Senator Xenophon said that FuelWatch – which would have required every service station to notify its prices each afternoon for the following day – would not achieve the desired result of saving motorists money.
“It was like one of those plastic dogs that sits on the dashboard bobbing its head up and down – it provides a distraction, but it doesn’t really do anything,” Senator Xenophon told reporters.
He then called on the Government to instead tackle the arrangements between buyers and sellers in the wholesale fuel market if it was serious about fuel prices.
Motoring organisations welcomed the news, having been almost universally opposed to FuelWatch, saying that a similar scheme in Western Australia had not resulted in lower prices.
Left: Executive director of the Victorian Automobile Chamber of Commerce, David Purchase.

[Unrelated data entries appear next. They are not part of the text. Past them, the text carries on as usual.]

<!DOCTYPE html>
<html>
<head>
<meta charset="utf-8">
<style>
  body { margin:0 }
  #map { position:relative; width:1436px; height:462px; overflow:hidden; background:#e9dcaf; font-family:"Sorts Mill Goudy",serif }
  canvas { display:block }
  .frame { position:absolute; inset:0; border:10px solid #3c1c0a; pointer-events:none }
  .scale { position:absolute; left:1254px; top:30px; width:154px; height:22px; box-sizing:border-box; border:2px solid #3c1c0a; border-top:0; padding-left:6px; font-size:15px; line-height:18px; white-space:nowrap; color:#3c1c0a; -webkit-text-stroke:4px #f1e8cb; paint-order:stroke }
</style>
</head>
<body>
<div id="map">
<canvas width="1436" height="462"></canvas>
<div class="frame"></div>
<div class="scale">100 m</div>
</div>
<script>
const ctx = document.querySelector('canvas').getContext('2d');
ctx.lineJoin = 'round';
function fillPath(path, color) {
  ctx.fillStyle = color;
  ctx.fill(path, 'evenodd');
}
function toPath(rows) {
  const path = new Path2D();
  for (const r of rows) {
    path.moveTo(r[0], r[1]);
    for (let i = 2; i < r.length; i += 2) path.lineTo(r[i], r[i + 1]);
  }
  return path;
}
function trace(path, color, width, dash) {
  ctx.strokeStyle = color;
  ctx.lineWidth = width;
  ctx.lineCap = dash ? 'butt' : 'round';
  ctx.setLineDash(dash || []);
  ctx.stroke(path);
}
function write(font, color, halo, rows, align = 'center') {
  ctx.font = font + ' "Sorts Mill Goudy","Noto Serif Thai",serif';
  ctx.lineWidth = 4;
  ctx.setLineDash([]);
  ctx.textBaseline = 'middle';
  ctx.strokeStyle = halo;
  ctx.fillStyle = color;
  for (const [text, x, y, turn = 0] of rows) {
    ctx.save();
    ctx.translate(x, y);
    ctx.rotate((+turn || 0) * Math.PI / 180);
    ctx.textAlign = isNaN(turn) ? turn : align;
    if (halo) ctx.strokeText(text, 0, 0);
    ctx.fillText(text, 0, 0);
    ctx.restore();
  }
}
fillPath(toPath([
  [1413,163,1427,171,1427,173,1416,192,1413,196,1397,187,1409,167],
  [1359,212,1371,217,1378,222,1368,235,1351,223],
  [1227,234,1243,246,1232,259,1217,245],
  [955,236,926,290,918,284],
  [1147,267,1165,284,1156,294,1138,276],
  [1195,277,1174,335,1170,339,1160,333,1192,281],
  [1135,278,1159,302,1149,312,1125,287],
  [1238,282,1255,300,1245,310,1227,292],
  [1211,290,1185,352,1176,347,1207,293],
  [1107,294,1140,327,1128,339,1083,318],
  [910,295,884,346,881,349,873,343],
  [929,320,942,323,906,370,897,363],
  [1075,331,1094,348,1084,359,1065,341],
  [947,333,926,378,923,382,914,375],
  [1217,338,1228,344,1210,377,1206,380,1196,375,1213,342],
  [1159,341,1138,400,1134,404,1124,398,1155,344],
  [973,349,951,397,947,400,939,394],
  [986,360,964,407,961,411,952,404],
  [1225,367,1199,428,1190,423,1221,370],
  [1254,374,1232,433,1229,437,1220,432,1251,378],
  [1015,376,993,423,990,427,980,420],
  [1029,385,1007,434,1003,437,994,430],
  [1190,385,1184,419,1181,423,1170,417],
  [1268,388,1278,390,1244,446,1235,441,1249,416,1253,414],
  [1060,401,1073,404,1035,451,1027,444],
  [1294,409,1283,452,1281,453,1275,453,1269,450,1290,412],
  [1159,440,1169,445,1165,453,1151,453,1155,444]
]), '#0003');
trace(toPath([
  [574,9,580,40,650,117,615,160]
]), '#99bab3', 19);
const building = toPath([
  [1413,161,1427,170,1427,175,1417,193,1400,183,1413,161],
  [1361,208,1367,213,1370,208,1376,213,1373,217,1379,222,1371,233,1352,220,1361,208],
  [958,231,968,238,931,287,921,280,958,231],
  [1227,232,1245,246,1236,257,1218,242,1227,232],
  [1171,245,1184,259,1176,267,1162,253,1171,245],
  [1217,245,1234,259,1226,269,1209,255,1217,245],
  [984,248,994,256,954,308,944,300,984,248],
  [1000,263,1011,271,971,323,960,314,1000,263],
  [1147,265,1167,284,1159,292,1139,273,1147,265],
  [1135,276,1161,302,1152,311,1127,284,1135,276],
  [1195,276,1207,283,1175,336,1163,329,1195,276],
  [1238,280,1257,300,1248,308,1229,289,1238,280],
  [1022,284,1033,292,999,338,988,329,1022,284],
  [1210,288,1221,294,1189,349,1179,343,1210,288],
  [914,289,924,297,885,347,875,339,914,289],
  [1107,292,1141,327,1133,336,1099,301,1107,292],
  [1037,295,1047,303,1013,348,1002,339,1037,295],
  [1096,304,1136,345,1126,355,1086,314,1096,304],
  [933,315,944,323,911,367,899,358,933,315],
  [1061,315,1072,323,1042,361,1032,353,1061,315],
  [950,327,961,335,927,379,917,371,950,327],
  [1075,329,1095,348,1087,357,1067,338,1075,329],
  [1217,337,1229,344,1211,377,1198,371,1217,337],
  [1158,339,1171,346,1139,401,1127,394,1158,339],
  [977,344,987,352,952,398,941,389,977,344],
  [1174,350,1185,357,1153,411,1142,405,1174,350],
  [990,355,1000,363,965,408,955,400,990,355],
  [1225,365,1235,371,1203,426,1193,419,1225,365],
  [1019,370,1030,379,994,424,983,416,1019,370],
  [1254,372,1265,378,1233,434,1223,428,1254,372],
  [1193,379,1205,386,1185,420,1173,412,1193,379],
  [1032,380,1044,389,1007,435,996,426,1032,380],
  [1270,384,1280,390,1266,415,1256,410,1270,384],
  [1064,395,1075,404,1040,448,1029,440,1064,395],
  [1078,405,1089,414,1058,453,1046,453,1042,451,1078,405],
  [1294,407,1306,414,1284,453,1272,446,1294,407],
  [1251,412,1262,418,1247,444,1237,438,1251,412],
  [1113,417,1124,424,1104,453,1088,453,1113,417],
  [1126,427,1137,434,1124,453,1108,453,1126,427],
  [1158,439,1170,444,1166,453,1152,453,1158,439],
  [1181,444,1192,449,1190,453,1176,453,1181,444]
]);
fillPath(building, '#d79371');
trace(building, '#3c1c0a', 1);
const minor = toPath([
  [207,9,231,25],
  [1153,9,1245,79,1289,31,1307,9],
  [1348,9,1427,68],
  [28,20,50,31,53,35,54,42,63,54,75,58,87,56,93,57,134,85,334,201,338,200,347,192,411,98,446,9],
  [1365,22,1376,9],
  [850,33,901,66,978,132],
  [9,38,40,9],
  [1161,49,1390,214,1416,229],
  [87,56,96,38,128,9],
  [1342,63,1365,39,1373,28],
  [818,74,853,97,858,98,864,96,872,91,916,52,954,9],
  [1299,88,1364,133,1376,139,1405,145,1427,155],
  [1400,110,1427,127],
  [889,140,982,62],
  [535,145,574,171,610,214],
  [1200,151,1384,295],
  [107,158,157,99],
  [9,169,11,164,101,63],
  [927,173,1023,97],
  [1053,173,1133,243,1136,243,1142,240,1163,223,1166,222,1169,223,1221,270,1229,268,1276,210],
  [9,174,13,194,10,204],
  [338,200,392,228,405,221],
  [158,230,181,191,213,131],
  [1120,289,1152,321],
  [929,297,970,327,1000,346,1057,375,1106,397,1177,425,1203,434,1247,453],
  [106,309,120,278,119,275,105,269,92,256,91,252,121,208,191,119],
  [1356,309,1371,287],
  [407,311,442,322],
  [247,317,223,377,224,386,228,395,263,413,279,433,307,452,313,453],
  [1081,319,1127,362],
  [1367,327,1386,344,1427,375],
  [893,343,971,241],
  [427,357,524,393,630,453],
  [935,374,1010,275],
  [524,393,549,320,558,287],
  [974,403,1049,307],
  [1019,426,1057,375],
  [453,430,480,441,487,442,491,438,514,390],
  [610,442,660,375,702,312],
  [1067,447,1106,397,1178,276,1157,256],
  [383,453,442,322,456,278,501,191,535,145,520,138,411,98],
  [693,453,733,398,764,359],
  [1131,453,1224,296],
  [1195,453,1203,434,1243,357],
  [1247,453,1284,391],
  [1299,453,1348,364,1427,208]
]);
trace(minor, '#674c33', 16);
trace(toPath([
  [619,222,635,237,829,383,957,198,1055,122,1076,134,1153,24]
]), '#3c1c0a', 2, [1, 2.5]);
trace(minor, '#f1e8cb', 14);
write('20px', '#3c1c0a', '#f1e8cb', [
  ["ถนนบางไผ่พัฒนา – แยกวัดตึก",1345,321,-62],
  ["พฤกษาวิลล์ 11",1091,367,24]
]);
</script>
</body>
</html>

“While the Government may decide to re-introduce the proposed scheme at a later date, for now the message is clear: FuelWatch is finished,” said the executive director of the Victorian Automobile Chamber of Commerce, David Purchase.
“This is a victory for common sense. The national FuelWatch scheme was flawed from the outset. It would not have saved motorists money. In fact, it would have resulted in higher petrol prices.
“FuelWatch was flawed because it targeted retail fuel prices. The only way to ensure cheaper fuel prices is to allow independent service station operators fair and equitable access to competitive fuel supply at the terminal gate. The wholesale market is all-but wholly in the hands of the big oil companies.
“VACC recommends the ACCC and the new petrol commissioner turn their attention to the operation of the wholesale fuel market, the buy/sell arrangements and the relationship between the oil majors and their supermarket partners.” With crude oil prices dropping to their lowest level in almost two years, CommSec economist Craig James said in a weekly market briefing that the bowser price will soon fall to as low as $1.00 per litre.
“Just a month ago, thoughts of petrol at $1 a litre would have been pure fantasy, but no longer,” said Mr James.
“The wholesale price has been falling over the past fortnight quite significantly. The national average [wholesale] price is down around $1.15, so if it stays there, or falls even further, we’ll see pump prices anywhere between $1.00 and $1.10 at the low end of the cycle. It’s a big change in a very short period of time for consumers.” Motorists in northern New South Wales will not be quite so well-off from July 1 next year, however, following the removal of a petrol subsidy to allow northern NSW service stations to compete with those across the border in Queensland, where state taxes are lower In last week’s state mini-budget, the NSW Government said it will save $44 million by removing the subsidy of eight cents per litre.
To prevent NSW motorists and truck operators from filling up over the border, the Queensland Government is taking steps to ensure that its fuel subsidy will only be available to vehicles registered in that state from Easter.